Socialists were a minority. The PSOE was founded clandestinely in Madrid, and the UGT was founded at the 1st Congress. They maintained a collectivist, anti-clerical, and anti-bourgeois ideology, moderating the Spanish labor movement.

Intellectuals, thinkers, academics, and novelists opposed a system that prevented the modernization of the country and its approach to advanced Europe. Regionalism and nationalism grew in Catalonia and the Basque Country.

The Crisis of 1917

The social maldistribution of the benefits of the economic boom and rising inflation led to social unrest. The “Military Crisis” saw discontent among the “mainland” with the rapid advancement of the “Africanist,” establishing the Juntas, which were against military discipline and subordination of the military to civil authority.

In Barcelona, a parliamentary assembly called a National Assembly of Parliamentarians, demanding a change of government and the convening of the Constituent Cortes. The general strike of 1917, convened by CNT and UGT, had a wide following in the cities and resulted in hundreds dead and thousands arrested.

The Second Republic (1931-1936)

On April 14th, the Republic was proclaimed. King Alfonso XIII went into exile, and a provisional government was formed, presided over by Niceto Alcalá Zamora, with Republicans from the left and right, social and national factions. Elections were called for constituent courts, and left-center parties won, including the PSOE and the Radical Lerroux.
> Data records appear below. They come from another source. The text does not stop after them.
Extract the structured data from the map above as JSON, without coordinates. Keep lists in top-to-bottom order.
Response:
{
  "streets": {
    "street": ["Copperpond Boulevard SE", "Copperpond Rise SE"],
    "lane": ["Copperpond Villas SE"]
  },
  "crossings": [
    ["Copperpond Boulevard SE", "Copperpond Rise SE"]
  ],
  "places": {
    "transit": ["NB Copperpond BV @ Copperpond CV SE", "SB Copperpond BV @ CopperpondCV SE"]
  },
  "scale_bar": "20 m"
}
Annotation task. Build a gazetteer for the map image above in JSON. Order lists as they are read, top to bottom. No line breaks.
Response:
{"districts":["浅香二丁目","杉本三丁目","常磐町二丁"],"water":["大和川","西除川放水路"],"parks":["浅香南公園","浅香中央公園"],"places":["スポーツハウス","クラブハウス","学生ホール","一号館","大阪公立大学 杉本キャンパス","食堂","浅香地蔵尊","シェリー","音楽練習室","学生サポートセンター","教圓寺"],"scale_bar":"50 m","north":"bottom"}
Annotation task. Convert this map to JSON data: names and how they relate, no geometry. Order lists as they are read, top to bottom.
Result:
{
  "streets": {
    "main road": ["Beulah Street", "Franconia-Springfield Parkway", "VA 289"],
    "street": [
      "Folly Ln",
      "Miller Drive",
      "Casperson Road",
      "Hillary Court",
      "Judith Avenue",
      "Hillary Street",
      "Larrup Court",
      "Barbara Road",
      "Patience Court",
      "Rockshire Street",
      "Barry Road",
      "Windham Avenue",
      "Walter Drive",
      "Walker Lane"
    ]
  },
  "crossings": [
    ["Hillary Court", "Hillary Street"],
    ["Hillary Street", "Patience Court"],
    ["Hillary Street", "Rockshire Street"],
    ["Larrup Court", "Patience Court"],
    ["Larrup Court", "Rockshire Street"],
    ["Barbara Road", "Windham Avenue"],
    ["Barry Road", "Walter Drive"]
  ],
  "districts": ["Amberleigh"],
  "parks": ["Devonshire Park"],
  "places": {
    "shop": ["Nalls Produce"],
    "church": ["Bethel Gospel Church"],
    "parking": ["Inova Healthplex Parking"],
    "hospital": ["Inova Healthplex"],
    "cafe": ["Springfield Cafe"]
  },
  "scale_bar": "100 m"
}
The Biennium of Reform (1931-1933)

Led by Manuel Azaña and Republicans and Socialists, with Niceto Alcalá Zamora as President of the Republic, reforms were enacted:

  • Labor Reforms: Favored the position of workers and unions.
  • Education Reforms: School construction and teacher recruitment with better wages and coeducation. Religion was not obligatory.
  • Military Reform: Demanded an oath of allegiance to the new republican regime; officers could opt for early retirement with full pay.
  • Agrarian Reform: The Law of Bases of Agrarian Reform aimed to resettle landless peasants on under-exploited estates but ultimately failed.

Constitutions

Constitution of 1812

  • National Sovereignty.
  • Division of Powers:
  • Legislature: Unicameral Cortes.
  • The Court: Courts, Executive (King, but with limitations: “Your orders must be validated by the relevant Minister.”). The King could not dissolve the Cortes temporarily or veto laws more than two years after Parliament’s decision. He appointed ministers, but they had to be countersigned by the Cortes (“double trust”).
  • New disenfranchised. The nation exercised its sovereignty through representatives in Cortes.
  • Election process by indirect universal male suffrage in fourth grade. Voting rights: all men over 25 years, who chose some commissioners who in turn elected the diputados.
  • Equality of citizens before the law, no privileges.
  • It omitted any reference to territories with privileges, so foral schemes in the Basque provinces and Navarre were not explicitly repealed.
  • Recognition of individual rights: to education, freedom of the press, inviolability of domicile, freedom, and property. Catholicism was the only permitted religious confession. The need for collaboration of the clergy in the fight against the French explains this intolerant feature that clashes with the advanced spirit of the constitution.

Constitution of 1931

  • Popular sovereignty: “Democratic Republic of workers of all kinds.”
  • Universal male and female suffrage.
  • Extensive bill of rights and freedoms (Divorce, education).
  • Power was cut off unicameral legislature.
  • The executive president of the republic with limited powers. Jefe of government, appointed by President with the approval of the Cortes.
  • Judiciary: Courts.
  • Right of regions to establish Autonomía.
  • A secular state was established.